Risks: Security control concerns could effect the reliability, accuracy and security of the enterprise data.
-
Non-competitive procurement audit
Scope: Re-evaluate the management control framework which ensures openness, accountability, transparency and fairness in non-competitive procurement activities.
Rationale: This audit will have a targeted focus on single / sole-sourced procurements which tend to generate a higher degree of public interest, particularly in the public sector.
Risks: Non-compliance to procurement policies, procedures and by-law, or uncompetitive behaviour may lead to financial or legal implications. In addition, a loss of community trust may occur if the procurement process is perceived to be uncompetitive.
-
Medication - EMS narcotic storage
Scope: Assess compliance with applicable laws, policies and procedures related to storage, counting, administration, audits and destruction of narcotics and controlled substances.
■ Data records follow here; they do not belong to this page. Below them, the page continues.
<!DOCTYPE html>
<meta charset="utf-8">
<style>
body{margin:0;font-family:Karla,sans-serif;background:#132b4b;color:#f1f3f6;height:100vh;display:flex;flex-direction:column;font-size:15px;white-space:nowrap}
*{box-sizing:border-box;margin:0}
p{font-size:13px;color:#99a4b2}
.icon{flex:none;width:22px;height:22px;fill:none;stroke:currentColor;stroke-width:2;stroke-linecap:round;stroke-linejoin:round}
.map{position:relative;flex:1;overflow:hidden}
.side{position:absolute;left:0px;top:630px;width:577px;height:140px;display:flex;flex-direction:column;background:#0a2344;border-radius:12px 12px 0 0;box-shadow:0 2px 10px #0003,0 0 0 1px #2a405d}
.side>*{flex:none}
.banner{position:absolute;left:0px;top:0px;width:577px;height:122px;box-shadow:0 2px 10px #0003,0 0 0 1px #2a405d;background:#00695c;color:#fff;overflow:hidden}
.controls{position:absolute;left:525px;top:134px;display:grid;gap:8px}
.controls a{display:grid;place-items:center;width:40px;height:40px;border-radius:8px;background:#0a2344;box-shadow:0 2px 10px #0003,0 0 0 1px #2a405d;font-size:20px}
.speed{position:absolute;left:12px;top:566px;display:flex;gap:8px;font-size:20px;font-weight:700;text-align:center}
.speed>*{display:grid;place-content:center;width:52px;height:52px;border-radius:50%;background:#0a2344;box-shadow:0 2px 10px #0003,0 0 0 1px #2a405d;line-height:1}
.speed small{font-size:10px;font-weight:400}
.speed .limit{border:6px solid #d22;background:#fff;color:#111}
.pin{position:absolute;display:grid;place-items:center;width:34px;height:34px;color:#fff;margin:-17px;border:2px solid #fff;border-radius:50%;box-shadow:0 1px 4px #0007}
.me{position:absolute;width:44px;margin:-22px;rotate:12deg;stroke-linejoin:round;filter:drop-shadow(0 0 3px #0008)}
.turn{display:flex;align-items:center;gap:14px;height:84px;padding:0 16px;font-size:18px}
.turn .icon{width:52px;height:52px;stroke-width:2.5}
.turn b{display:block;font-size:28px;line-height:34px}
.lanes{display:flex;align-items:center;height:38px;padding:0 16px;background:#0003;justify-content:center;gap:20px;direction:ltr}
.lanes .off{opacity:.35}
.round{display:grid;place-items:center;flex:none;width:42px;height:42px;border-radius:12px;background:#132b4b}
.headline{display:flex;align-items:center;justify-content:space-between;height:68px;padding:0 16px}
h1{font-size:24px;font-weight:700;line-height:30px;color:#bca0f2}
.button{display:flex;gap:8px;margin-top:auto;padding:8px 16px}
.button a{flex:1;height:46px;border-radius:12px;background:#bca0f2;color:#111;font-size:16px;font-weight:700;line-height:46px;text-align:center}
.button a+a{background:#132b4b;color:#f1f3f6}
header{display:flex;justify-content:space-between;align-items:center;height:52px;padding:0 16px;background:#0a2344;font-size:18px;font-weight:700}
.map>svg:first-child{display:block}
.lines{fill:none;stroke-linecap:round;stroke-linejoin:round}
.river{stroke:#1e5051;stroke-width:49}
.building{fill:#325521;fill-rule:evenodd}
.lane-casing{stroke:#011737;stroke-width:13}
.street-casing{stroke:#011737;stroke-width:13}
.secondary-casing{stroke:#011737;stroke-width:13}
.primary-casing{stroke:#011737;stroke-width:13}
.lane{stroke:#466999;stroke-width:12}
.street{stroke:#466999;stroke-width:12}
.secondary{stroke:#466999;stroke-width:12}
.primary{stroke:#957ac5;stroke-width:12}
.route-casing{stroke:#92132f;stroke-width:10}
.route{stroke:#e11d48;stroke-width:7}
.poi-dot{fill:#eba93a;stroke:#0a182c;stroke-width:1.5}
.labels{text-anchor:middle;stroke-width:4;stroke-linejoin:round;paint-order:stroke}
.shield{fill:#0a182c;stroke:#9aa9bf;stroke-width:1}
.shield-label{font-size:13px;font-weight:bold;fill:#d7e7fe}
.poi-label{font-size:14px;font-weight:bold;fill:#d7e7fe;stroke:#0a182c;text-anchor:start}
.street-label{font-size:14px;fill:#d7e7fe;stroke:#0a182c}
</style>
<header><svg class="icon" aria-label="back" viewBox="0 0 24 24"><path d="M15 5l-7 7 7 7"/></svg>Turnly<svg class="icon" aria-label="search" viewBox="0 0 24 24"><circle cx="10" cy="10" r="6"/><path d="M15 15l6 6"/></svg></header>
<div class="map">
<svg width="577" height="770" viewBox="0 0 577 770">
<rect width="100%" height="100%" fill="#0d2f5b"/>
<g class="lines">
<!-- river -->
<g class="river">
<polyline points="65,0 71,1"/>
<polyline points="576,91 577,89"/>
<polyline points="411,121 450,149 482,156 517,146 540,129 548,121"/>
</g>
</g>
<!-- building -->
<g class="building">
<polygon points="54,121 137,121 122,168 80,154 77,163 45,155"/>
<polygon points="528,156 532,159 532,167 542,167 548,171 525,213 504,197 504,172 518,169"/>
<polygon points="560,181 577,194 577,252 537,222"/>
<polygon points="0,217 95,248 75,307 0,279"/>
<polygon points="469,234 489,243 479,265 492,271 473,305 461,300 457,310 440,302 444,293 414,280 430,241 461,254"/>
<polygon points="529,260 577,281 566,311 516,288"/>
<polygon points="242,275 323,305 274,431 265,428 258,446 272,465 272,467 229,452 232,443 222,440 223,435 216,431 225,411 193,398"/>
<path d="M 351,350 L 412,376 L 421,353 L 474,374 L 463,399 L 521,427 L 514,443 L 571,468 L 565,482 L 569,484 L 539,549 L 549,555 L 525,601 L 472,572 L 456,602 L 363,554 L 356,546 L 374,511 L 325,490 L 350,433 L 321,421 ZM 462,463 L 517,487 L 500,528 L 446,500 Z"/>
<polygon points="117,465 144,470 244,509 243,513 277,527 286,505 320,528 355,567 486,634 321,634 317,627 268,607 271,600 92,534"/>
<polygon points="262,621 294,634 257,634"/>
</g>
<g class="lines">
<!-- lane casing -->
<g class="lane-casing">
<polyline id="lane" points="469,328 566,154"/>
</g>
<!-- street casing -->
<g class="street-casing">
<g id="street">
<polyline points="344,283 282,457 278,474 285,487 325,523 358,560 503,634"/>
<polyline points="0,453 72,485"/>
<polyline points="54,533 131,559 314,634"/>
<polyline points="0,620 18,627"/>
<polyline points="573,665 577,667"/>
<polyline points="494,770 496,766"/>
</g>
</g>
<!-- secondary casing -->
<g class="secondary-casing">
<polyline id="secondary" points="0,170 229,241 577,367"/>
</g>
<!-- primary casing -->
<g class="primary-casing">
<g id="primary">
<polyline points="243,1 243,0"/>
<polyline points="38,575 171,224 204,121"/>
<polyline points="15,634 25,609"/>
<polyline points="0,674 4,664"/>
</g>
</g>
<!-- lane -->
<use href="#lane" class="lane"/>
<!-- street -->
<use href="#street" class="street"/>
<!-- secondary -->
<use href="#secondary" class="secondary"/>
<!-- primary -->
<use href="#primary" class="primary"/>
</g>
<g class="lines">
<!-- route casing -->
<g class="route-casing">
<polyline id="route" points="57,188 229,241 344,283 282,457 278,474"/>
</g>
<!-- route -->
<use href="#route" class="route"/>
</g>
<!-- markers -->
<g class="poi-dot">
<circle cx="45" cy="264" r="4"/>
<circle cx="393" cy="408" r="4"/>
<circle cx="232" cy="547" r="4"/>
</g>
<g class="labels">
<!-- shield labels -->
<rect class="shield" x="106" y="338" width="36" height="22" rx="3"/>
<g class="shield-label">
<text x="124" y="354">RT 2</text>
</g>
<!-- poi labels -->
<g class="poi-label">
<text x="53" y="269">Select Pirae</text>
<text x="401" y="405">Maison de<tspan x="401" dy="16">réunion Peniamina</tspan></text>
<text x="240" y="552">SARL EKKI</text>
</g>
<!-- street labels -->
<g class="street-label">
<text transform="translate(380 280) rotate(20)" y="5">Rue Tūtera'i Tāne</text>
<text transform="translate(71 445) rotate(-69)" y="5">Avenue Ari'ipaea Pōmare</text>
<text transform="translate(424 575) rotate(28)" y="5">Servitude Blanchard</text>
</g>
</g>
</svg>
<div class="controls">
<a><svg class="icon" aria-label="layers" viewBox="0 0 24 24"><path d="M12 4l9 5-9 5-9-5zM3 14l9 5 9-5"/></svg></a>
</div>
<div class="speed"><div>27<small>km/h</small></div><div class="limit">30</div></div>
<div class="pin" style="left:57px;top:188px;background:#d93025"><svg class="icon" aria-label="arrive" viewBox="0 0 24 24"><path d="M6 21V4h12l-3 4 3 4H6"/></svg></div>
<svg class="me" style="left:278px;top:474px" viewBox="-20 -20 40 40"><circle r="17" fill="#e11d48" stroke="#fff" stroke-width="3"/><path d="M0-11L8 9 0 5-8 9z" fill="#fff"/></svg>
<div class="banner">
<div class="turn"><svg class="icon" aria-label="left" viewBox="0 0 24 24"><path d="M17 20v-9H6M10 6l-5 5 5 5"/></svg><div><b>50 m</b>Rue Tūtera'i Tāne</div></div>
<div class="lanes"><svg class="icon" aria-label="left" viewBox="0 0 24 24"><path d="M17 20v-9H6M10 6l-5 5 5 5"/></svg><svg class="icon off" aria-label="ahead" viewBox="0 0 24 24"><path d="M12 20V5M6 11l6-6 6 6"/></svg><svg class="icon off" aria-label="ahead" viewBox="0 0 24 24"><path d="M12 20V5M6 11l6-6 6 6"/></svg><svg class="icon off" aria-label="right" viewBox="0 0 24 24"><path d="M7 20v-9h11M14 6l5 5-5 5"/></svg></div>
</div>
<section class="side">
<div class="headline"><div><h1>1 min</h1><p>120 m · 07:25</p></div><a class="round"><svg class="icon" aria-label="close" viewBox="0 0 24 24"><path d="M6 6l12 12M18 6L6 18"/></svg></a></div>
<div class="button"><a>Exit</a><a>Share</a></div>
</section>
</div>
Rationale: Controls related to areas such as audits, disposal and discontinuation of narcotic substances were recently added in 2022 to the policies and procedures. Audit would focus on compliance with the new regulations.
Risks: Insufficient monitoring over controlled substances increases the risk to public safety.
-
Vendor management - consultant spend
Scope: Review management control framework ensuring transparency, efficiency, cost effectiveness and performance of vendors providing various management consultancy services to the Region. Compliance with applicable laws, regulations, policies and procedures for changes to the initial scope of agreed work will also be covered in this review.
Rationale: Increased dependence on external consultants has resulted in an increase in change orders. Management wanted an analysis on the efficiency of current processes in place to monitor and issue scope changes / creep.
Risks: Lack of adequate planning at the inception of a project could lead to budget overruns and inefficient use of the Region's resources.
-
Psychological wellness programs
Scope: To consult and advise in a collaborative manner with Human Resources (Health, Safety and Wellness) and EMS divisions to perform an evaluation of Regional Psychological Wellness Programs, with a principle focus on the impact of Bill 163 'Supporting Ontario's First Responders Act', where post-traumatic stress disorder diagnosis for EMS workers is now presumed to be work-related. This will not be a traditional internal audit, but a consulting and advisory project.
Rationale: Requested from management. The financial and human resource pressures on Niagara Region resulting from Bill 163 are high, including increased WSIB costs of around $1.2M each year from 2019.
Risks: There is a financial risk to the Region in that the EMS division is currently experiencing greater than budgeted WSIB costs. In addition, there may be challenges to labour relations and scheduling, which may ultimately impact service levels to the public.